### How to complete this task
Look for the string "flex" in the data below, and copy each line that holds it.

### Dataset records
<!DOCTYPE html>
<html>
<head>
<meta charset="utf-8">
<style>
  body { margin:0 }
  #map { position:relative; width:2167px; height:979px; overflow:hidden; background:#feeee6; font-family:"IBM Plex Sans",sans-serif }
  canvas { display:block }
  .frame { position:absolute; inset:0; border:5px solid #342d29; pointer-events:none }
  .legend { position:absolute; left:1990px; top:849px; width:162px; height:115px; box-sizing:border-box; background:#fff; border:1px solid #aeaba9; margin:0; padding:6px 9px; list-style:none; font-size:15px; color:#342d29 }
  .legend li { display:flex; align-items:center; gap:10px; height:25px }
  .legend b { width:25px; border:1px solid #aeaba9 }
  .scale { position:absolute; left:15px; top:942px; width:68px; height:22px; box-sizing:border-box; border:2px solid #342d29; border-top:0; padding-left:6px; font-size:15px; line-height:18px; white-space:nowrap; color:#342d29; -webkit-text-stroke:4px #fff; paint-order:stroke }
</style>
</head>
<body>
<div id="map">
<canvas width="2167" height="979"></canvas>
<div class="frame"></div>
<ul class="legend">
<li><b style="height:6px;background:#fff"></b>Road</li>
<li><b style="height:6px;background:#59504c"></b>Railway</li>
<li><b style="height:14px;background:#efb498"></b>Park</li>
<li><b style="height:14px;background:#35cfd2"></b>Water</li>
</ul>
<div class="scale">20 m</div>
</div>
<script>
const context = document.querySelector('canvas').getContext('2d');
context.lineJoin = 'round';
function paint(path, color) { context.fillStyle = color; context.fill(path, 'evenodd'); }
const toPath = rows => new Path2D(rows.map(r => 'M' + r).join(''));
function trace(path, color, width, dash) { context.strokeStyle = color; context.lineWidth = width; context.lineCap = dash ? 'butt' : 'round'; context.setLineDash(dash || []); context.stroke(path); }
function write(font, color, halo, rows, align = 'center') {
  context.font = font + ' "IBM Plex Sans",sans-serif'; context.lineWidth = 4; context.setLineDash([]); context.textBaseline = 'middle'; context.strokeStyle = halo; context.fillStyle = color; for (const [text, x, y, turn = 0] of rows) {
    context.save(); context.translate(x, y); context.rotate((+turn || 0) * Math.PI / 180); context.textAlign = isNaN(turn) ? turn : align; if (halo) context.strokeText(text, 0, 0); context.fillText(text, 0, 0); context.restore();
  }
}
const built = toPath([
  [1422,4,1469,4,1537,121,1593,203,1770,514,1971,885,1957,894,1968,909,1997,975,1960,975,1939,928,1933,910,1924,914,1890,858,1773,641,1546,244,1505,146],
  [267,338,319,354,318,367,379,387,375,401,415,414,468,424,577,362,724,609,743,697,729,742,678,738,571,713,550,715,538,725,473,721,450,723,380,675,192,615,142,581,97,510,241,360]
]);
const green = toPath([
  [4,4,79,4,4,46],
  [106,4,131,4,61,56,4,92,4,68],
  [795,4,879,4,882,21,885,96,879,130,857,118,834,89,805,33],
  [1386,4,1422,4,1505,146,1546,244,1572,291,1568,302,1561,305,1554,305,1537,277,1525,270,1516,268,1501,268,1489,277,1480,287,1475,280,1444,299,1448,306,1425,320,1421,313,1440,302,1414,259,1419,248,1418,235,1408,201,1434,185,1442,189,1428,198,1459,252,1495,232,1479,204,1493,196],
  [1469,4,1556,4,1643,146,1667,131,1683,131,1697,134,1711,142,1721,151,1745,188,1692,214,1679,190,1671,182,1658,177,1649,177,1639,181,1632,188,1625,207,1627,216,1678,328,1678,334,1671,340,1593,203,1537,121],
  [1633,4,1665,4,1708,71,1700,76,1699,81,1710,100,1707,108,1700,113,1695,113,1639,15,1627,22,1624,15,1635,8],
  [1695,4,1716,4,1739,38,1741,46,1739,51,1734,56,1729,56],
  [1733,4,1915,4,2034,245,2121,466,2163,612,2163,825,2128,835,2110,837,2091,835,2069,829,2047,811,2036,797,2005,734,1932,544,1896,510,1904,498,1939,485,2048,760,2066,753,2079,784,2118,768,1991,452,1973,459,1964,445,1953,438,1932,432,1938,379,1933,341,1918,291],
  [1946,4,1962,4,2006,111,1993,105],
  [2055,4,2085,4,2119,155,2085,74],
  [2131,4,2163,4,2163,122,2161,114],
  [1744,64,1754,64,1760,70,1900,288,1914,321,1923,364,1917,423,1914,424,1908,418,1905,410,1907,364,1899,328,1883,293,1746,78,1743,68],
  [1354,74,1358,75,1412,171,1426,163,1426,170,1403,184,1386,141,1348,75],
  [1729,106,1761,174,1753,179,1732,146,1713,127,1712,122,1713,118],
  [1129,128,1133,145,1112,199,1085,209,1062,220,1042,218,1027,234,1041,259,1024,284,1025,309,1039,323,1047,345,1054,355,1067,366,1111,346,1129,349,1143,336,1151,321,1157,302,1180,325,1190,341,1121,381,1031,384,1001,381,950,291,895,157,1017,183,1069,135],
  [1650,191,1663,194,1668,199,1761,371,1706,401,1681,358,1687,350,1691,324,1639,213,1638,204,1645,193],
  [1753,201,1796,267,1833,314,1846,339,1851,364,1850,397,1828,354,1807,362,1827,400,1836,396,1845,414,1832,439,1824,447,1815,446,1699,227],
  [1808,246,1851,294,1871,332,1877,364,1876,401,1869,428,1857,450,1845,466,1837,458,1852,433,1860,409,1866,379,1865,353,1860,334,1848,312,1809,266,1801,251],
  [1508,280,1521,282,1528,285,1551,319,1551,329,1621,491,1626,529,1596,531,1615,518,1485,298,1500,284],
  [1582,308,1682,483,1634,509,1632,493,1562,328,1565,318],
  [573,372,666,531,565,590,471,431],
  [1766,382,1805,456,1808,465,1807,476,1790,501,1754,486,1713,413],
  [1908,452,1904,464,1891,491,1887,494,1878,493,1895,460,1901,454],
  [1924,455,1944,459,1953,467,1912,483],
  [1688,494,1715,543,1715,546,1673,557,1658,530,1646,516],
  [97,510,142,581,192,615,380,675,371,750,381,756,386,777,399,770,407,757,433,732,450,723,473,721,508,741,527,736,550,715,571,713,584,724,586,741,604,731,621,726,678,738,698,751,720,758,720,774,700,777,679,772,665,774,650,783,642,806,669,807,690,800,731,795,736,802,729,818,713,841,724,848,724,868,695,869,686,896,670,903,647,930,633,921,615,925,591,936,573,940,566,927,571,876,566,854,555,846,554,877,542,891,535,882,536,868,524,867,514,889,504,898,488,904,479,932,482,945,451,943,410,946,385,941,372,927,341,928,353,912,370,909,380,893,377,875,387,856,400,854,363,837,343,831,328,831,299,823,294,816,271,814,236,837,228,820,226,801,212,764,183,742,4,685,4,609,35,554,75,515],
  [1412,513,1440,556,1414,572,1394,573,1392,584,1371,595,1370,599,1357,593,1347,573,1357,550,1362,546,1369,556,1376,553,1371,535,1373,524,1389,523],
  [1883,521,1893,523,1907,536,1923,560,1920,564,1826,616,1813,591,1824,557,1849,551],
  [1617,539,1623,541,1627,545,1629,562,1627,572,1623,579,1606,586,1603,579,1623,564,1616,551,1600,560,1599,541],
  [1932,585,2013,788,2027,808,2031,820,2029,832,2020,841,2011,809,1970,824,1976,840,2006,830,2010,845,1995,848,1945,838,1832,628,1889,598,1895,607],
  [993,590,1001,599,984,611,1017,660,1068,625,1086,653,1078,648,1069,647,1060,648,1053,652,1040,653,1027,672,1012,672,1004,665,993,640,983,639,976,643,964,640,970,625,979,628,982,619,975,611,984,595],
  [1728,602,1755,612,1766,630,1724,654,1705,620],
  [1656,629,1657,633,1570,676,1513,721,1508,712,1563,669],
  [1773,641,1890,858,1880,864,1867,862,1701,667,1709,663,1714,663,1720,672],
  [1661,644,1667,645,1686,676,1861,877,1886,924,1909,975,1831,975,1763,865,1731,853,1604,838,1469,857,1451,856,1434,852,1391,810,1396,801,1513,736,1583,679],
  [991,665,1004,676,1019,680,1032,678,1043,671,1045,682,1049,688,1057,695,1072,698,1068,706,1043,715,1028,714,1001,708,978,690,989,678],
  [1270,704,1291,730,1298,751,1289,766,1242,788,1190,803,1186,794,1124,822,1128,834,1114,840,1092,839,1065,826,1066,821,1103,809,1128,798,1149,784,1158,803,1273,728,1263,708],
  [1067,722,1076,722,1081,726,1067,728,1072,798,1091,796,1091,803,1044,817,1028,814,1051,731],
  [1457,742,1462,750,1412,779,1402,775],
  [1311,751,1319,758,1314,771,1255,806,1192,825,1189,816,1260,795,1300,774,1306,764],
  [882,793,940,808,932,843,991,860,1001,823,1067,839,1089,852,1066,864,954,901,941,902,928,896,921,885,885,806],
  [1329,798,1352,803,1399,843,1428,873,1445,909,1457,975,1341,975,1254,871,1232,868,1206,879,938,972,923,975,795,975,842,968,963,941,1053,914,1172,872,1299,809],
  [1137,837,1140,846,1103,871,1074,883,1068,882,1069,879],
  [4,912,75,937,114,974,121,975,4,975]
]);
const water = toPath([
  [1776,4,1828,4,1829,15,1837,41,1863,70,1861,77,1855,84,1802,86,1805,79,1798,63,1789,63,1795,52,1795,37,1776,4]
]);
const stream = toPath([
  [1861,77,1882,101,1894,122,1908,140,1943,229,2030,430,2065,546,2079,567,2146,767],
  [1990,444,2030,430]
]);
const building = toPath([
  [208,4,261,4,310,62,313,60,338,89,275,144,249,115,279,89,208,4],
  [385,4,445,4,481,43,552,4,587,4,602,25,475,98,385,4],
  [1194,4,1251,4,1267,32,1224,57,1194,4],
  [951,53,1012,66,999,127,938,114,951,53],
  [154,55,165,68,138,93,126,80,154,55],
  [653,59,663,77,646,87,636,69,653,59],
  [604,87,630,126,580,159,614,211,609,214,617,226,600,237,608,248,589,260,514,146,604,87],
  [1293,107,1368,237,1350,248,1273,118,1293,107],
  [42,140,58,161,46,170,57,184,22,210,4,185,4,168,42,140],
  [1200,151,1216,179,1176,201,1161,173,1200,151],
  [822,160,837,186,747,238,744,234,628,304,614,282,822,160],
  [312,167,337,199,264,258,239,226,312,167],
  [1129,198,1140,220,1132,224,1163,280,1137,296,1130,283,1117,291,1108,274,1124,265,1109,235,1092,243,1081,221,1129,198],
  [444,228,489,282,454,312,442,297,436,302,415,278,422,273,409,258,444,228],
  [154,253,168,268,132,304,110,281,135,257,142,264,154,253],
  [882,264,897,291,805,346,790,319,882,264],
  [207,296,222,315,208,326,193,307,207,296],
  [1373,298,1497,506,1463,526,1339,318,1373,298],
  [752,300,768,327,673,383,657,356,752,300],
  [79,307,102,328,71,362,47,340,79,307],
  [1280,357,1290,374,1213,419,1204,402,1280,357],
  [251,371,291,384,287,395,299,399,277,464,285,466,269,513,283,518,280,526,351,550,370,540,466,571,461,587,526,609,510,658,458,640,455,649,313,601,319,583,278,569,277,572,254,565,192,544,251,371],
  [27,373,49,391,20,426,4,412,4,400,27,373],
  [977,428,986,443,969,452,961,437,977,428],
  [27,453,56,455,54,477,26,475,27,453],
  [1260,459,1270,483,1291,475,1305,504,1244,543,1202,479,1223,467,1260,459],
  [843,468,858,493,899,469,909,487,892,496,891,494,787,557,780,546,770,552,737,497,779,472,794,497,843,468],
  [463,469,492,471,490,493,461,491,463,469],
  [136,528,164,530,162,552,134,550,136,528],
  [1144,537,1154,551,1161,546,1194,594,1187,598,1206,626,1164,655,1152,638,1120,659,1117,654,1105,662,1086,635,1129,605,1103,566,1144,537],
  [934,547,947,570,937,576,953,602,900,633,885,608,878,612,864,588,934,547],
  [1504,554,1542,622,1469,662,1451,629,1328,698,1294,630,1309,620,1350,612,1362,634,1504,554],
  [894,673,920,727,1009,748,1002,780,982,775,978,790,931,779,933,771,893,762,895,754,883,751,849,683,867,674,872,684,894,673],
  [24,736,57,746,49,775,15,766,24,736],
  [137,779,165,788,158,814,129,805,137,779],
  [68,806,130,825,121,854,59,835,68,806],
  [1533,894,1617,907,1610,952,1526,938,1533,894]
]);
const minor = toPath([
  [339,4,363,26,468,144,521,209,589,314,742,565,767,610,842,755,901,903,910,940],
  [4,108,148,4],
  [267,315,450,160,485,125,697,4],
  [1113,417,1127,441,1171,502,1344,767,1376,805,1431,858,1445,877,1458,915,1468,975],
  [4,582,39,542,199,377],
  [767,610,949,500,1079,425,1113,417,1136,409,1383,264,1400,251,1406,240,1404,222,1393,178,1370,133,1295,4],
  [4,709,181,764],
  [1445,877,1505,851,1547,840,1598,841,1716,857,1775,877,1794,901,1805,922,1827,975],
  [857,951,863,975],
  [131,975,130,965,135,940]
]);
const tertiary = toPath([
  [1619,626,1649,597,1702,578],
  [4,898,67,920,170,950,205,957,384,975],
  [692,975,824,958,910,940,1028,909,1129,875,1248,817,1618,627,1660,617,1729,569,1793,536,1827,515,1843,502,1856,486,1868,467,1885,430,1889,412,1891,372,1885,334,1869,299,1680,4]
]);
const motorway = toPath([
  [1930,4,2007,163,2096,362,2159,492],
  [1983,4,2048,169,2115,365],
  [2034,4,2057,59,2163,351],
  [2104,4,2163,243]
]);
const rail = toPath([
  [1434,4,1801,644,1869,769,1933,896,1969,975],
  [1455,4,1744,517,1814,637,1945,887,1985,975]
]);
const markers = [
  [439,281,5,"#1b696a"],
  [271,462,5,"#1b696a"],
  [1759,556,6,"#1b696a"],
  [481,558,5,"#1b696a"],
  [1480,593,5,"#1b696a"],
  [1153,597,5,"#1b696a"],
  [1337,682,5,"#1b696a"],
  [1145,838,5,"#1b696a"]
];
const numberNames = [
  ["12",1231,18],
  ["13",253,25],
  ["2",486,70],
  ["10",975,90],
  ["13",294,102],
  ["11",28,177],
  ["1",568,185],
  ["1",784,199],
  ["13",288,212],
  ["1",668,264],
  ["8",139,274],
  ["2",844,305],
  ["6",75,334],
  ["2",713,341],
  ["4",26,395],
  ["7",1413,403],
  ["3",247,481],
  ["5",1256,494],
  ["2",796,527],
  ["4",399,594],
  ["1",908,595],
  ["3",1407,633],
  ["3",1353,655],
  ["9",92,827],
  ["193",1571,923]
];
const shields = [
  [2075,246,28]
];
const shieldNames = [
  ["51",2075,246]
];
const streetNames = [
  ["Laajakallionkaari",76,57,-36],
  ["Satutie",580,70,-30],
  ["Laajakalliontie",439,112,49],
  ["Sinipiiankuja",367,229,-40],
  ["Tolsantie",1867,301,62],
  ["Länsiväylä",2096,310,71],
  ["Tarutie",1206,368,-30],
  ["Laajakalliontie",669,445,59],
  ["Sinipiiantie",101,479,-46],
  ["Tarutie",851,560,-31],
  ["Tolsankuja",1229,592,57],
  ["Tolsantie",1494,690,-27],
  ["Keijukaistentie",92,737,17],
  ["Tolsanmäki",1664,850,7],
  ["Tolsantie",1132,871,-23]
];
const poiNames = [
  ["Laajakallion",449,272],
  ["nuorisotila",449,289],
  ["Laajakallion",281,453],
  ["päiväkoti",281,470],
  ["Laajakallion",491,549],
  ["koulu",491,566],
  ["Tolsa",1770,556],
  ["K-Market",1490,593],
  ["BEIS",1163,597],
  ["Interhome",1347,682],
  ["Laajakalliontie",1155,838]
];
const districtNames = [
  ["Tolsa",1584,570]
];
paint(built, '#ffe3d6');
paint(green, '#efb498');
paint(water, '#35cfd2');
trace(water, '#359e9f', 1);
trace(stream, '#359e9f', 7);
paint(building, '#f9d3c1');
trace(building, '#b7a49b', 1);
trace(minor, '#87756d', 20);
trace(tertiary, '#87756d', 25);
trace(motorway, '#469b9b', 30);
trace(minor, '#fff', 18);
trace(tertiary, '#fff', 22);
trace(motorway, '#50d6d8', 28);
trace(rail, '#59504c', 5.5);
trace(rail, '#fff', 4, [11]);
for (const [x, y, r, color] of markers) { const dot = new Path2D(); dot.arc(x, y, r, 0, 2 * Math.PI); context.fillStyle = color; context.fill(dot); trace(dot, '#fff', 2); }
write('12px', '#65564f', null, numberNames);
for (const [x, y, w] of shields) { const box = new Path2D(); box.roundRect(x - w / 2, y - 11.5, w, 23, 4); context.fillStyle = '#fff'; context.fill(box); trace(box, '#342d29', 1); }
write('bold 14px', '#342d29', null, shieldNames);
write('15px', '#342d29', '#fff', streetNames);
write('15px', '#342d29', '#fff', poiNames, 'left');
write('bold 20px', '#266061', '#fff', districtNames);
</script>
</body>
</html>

==

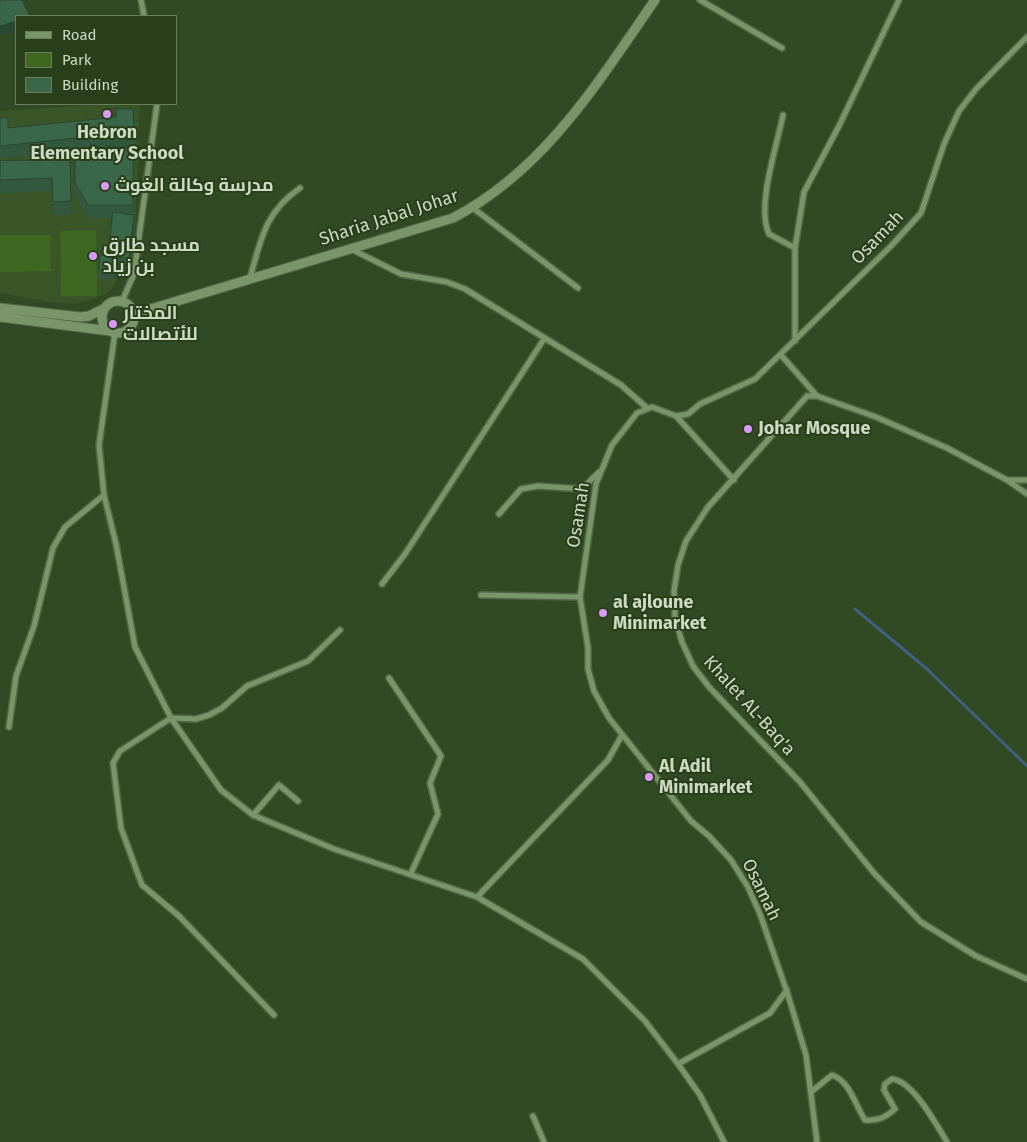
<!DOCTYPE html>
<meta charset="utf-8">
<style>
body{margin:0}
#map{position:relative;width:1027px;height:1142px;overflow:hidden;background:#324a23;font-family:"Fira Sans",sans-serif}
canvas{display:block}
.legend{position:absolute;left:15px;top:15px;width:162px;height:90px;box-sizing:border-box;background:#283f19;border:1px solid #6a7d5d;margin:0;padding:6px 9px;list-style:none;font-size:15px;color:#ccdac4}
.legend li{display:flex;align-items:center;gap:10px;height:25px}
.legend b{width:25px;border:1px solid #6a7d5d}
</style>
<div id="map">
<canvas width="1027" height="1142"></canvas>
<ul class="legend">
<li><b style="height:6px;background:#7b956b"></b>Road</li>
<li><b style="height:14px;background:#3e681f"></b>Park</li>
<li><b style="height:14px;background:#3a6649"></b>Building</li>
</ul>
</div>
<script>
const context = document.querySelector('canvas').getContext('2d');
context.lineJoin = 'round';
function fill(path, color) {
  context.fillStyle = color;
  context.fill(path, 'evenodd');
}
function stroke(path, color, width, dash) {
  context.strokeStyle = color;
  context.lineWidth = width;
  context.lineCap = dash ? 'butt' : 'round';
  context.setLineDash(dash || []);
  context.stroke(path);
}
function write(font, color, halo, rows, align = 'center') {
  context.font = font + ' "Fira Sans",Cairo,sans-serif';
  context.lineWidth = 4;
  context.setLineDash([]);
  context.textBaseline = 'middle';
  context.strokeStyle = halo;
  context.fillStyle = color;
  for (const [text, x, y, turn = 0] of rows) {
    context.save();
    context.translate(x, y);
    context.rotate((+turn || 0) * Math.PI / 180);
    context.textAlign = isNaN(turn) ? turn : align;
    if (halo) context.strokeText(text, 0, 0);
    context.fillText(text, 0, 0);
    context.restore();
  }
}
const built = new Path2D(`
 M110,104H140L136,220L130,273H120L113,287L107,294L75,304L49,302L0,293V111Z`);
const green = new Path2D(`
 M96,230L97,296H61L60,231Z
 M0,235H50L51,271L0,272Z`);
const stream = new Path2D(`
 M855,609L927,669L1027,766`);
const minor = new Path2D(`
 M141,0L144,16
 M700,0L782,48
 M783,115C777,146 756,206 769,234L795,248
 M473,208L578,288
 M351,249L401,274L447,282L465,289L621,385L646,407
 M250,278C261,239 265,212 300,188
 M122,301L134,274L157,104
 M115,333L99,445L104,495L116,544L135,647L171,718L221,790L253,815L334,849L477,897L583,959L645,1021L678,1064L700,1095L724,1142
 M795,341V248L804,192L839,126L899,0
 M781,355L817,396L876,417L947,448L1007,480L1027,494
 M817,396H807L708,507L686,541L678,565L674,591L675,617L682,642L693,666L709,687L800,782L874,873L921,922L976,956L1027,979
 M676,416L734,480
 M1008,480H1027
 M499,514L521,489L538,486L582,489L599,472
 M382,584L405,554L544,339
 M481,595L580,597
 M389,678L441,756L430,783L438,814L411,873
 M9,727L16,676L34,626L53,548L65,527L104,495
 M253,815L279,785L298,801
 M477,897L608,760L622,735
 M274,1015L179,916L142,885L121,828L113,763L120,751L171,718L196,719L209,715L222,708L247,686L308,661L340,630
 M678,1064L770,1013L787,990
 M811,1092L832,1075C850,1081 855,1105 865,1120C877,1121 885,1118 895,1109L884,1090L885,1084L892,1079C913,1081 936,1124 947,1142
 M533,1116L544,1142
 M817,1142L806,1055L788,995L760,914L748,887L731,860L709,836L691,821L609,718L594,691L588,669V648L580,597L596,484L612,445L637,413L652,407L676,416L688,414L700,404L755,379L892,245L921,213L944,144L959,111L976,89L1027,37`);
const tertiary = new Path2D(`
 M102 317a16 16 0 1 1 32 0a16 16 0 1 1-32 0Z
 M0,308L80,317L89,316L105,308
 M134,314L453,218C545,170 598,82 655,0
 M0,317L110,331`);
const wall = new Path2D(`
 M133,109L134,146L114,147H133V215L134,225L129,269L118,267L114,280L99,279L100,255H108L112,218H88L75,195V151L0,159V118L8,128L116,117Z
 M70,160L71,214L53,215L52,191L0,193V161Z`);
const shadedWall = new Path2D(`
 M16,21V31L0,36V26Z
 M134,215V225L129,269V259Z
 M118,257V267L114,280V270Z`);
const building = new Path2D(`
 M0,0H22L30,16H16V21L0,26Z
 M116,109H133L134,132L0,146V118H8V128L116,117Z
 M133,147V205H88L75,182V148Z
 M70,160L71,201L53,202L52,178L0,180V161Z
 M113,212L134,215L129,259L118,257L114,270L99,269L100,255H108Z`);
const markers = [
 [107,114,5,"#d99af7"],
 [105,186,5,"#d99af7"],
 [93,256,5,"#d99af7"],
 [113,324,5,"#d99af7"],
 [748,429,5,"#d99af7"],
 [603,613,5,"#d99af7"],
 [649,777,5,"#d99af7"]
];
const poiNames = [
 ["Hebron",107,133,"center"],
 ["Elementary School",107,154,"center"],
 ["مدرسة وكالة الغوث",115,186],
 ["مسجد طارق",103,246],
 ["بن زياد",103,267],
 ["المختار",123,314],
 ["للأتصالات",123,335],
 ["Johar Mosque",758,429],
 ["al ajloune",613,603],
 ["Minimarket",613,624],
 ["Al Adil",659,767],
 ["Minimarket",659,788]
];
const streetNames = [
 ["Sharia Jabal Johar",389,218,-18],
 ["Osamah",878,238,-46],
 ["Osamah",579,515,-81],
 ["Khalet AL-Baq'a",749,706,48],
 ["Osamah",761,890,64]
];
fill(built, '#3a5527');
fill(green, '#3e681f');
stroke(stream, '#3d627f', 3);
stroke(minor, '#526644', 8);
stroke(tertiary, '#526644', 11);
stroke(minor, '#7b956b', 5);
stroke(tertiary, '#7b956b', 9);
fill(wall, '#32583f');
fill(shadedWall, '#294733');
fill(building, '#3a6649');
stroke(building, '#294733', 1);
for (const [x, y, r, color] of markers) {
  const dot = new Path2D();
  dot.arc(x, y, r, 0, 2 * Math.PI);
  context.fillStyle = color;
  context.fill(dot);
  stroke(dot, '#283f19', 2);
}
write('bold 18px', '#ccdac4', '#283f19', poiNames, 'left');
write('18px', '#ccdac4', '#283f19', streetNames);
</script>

### Solution below
  .legend li { display:flex; align-items:center; gap:10px; height:25px }
.legend li{display:flex;align-items:center;gap:10px;height:25px}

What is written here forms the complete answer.